START RAW DATA
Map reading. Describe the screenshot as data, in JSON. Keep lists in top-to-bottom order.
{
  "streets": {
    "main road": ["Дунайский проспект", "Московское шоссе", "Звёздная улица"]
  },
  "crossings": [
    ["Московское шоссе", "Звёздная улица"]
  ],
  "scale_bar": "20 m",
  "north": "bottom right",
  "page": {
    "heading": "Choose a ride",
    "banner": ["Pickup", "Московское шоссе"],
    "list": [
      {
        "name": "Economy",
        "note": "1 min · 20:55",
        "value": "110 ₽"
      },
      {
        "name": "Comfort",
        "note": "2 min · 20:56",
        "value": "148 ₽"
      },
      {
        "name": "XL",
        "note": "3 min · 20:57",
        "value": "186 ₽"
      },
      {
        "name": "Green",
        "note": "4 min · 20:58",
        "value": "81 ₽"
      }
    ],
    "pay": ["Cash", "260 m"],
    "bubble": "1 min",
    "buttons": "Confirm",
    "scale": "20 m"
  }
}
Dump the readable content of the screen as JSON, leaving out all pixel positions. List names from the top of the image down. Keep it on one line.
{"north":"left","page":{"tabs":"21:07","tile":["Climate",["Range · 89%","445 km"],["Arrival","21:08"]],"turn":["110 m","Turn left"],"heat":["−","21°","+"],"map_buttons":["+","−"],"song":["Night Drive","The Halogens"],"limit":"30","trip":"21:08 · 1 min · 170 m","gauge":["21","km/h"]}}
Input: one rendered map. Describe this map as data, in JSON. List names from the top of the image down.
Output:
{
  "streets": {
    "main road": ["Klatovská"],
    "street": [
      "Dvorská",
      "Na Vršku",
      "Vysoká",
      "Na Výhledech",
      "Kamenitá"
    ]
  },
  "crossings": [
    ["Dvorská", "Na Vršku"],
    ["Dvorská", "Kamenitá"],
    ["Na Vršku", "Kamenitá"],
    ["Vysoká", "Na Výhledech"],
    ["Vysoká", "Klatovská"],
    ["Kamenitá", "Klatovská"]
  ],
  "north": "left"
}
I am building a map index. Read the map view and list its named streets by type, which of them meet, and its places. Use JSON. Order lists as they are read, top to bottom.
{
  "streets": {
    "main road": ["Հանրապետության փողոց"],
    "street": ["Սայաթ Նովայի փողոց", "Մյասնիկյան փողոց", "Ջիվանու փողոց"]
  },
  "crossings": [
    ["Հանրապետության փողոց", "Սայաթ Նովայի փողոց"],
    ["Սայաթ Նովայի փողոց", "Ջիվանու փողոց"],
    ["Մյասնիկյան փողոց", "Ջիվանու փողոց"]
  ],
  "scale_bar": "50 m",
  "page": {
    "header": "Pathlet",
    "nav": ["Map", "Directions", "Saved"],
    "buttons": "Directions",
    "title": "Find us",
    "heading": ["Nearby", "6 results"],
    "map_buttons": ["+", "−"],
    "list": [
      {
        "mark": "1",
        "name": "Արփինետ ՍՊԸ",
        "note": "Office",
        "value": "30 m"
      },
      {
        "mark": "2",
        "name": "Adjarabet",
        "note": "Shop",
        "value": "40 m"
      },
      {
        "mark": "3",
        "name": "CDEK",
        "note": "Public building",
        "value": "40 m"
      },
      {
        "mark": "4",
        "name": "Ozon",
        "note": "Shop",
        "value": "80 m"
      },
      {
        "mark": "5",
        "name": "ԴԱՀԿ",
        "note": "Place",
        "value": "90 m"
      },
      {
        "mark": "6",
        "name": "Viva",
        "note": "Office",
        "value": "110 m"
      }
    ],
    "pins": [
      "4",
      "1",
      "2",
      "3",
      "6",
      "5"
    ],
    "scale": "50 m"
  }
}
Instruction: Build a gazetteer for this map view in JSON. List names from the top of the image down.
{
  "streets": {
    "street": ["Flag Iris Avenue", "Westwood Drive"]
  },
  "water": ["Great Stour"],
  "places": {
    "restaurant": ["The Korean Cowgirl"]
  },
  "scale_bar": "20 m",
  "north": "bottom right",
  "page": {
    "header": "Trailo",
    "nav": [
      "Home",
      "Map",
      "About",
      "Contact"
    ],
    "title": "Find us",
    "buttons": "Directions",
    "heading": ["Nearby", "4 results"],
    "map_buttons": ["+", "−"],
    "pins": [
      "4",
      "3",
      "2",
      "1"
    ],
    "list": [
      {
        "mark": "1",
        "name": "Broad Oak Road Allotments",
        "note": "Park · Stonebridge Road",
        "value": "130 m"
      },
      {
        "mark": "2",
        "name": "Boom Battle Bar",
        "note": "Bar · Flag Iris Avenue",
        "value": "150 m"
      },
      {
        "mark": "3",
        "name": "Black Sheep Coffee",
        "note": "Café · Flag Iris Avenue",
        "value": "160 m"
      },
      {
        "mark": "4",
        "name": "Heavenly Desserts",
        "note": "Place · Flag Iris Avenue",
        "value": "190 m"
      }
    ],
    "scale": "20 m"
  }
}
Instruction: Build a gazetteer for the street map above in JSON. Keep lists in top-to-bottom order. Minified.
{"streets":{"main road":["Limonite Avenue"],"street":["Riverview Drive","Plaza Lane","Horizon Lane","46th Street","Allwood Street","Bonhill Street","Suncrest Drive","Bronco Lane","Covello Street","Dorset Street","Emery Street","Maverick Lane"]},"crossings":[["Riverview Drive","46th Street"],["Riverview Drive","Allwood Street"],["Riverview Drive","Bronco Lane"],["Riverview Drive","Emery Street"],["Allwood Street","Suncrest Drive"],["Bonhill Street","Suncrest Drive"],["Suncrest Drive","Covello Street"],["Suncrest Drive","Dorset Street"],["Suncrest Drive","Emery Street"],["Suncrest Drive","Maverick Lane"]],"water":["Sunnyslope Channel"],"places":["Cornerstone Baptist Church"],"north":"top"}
END RAW DATA
WORK ITEM :: Give a word-for-word copy of the records.

WRITTEN SOLUTION ::
Map reading. Describe the screenshot as data, in JSON. Keep lists in top-to-bottom order.
{
  "streets": {
    "main road": ["Дунайский проспект", "Московское шоссе", "Звёздная улица"]
  },
  "crossings": [
    ["Московское шоссе", "Звёздная улица"]
  ],
  "scale_bar": "20 m",
  "north": "bottom right",
  "page": {
    "heading": "Choose a ride",
    "banner": ["Pickup", "Московское шоссе"],
    "list": [
      {
        "name": "Economy",
        "note": "1 min · 20:55",
        "value": "110 ₽"
      },
      {
        "name": "Comfort",
        "note": "2 min · 20:56",
        "value": "148 ₽"
      },
      {
        "name": "XL",
        "note": "3 min · 20:57",
        "value": "186 ₽"
      },
      {
        "name": "Green",
        "note": "4 min · 20:58",
        "value": "81 ₽"
      }
    ],
    "pay": ["Cash", "260 m"],
    "bubble": "1 min",
    "buttons": "Confirm",
    "scale": "20 m"
  }
}
Dump the readable content of the screen as JSON, leaving out all pixel positions. List names from the top of the image down. Keep it on one line.
{"north":"left","page":{"tabs":"21:07","tile":["Climate",["Range · 89%","445 km"],["Arrival","21:08"]],"turn":["110 m","Turn left"],"heat":["−","21°","+"],"map_buttons":["+","−"],"song":["Night Drive","The Halogens"],"limit":"30","trip":"21:08 · 1 min · 170 m","gauge":["21","km/h"]}}
Input: one rendered map. Describe this map as data, in JSON. List names from the top of the image down.
Output:
{
  "streets": {
    "main road": ["Klatovská"],
    "street": [
      "Dvorská",
      "Na Vršku",
      "Vysoká",
      "Na Výhledech",
      "Kamenitá"
    ]
  },
  "crossings": [
    ["Dvorská", "Na Vršku"],
    ["Dvorská", "Kamenitá"],
    ["Na Vršku", "Kamenitá"],
    ["Vysoká", "Na Výhledech"],
    ["Vysoká", "Klatovská"],
    ["Kamenitá", "Klatovská"]
  ],
  "north": "left"
}
I am building a map index. Read the map view and list its named streets by type, which of them meet, and its places. Use JSON. Order lists as they are read, top to bottom.
{
  "streets": {
    "main road": ["Հանրապետության փողոց"],
    "street": ["Սայաթ Նովայի փողոց", "Մյասնիկյան փողոց", "Ջիվանու փողոց"]
  },
  "crossings": [
    ["Հանրապետության փողոց", "Սայաթ Նովայի փողոց"],
    ["Սայաթ Նովայի փողոց", "Ջիվանու փողոց"],
    ["Մյասնիկյան փողոց", "Ջիվանու փողոց"]
  ],
  "scale_bar": "50 m",
  "page": {
    "header": "Pathlet",
    "nav": ["Map", "Directions", "Saved"],
    "buttons": "Directions",
    "title": "Find us",
    "heading": ["Nearby", "6 results"],
    "map_buttons": ["+", "−"],
    "list": [
      {
        "mark": "1",
        "name": "Արփինետ ՍՊԸ",
        "note": "Office",
        "value": "30 m"
      },
      {
        "mark": "2",
        "name": "Adjarabet",
        "note": "Shop",
        "value": "40 m"
      },
      {
        "mark": "3",
        "name": "CDEK",
        "note": "Public building",
        "value": "40 m"
      },
      {
        "mark": "4",
        "name": "Ozon",
        "note": "Shop",
        "value": "80 m"
      },
      {
        "mark": "5",
        "name": "ԴԱՀԿ",
        "note": "Place",
        "value": "90 m"
      },
      {
        "mark": "6",
        "name": "Viva",
        "note": "Office",
        "value": "110 m"
      }
    ],
    "pins": [
      "4",
      "1",
      "2",
      "3",
      "6",
      "5"
    ],
    "scale": "50 m"
  }
}
Instruction: Build a gazetteer for this map view in JSON. List names from the top of the image down.
{
  "streets": {
    "street": ["Flag Iris Avenue", "Westwood Drive"]
  },
  "water": ["Great Stour"],
  "places": {
    "restaurant": ["The Korean Cowgirl"]
  },
  "scale_bar": "20 m",
  "north": "bottom right",
  "page": {
    "header": "Trailo",
    "nav": [
      "Home",
      "Map",
      "About",
      "Contact"
    ],
    "title": "Find us",
    "buttons": "Directions",
    "heading": ["Nearby", "4 results"],
    "map_buttons": ["+", "−"],
    "pins": [
      "4",
      "3",
      "2",
      "1"
    ],
    "list": [
      {
        "mark": "1",
        "name": "Broad Oak Road Allotments",
        "note": "Park · Stonebridge Road",
        "value": "130 m"
      },
      {
        "mark": "2",
        "name": "Boom Battle Bar",
        "note": "Bar · Flag Iris Avenue",
        "value": "150 m"
      },
      {
        "mark": "3",
        "name": "Black Sheep Coffee",
        "note": "Café · Flag Iris Avenue",
        "value": "160 m"
      },
      {
        "mark": "4",
        "name": "Heavenly Desserts",
        "note": "Place · Flag Iris Avenue",
        "value": "190 m"
      }
    ],
    "scale": "20 m"
  }
}
Instruction: Build a gazetteer for the street map above in JSON. Keep lists in top-to-bottom order. Minified.
{"streets":{"main road":["Limonite Avenue"],"street":["Riverview Drive","Plaza Lane","Horizon Lane","46th Street","Allwood Street","Bonhill Street","Suncrest Drive","Bronco Lane","Covello Street","Dorset Street","Emery Street","Maverick Lane"]},"crossings":[["Riverview Drive","46th Street"],["Riverview Drive","Allwood Street"],["Riverview Drive","Bronco Lane"],["Riverview Drive","Emery Street"],["Allwood Street","Suncrest Drive"],["Bonhill Street","Suncrest Drive"],["Suncrest Drive","Covello Street"],["Suncrest Drive","Dorset Street"],["Suncrest Drive","Emery Street"],["Suncrest Drive","Maverick Lane"]],"water":["Sunnyslope Channel"],"places":["Cornerstone Baptist Church"],"north":"top"}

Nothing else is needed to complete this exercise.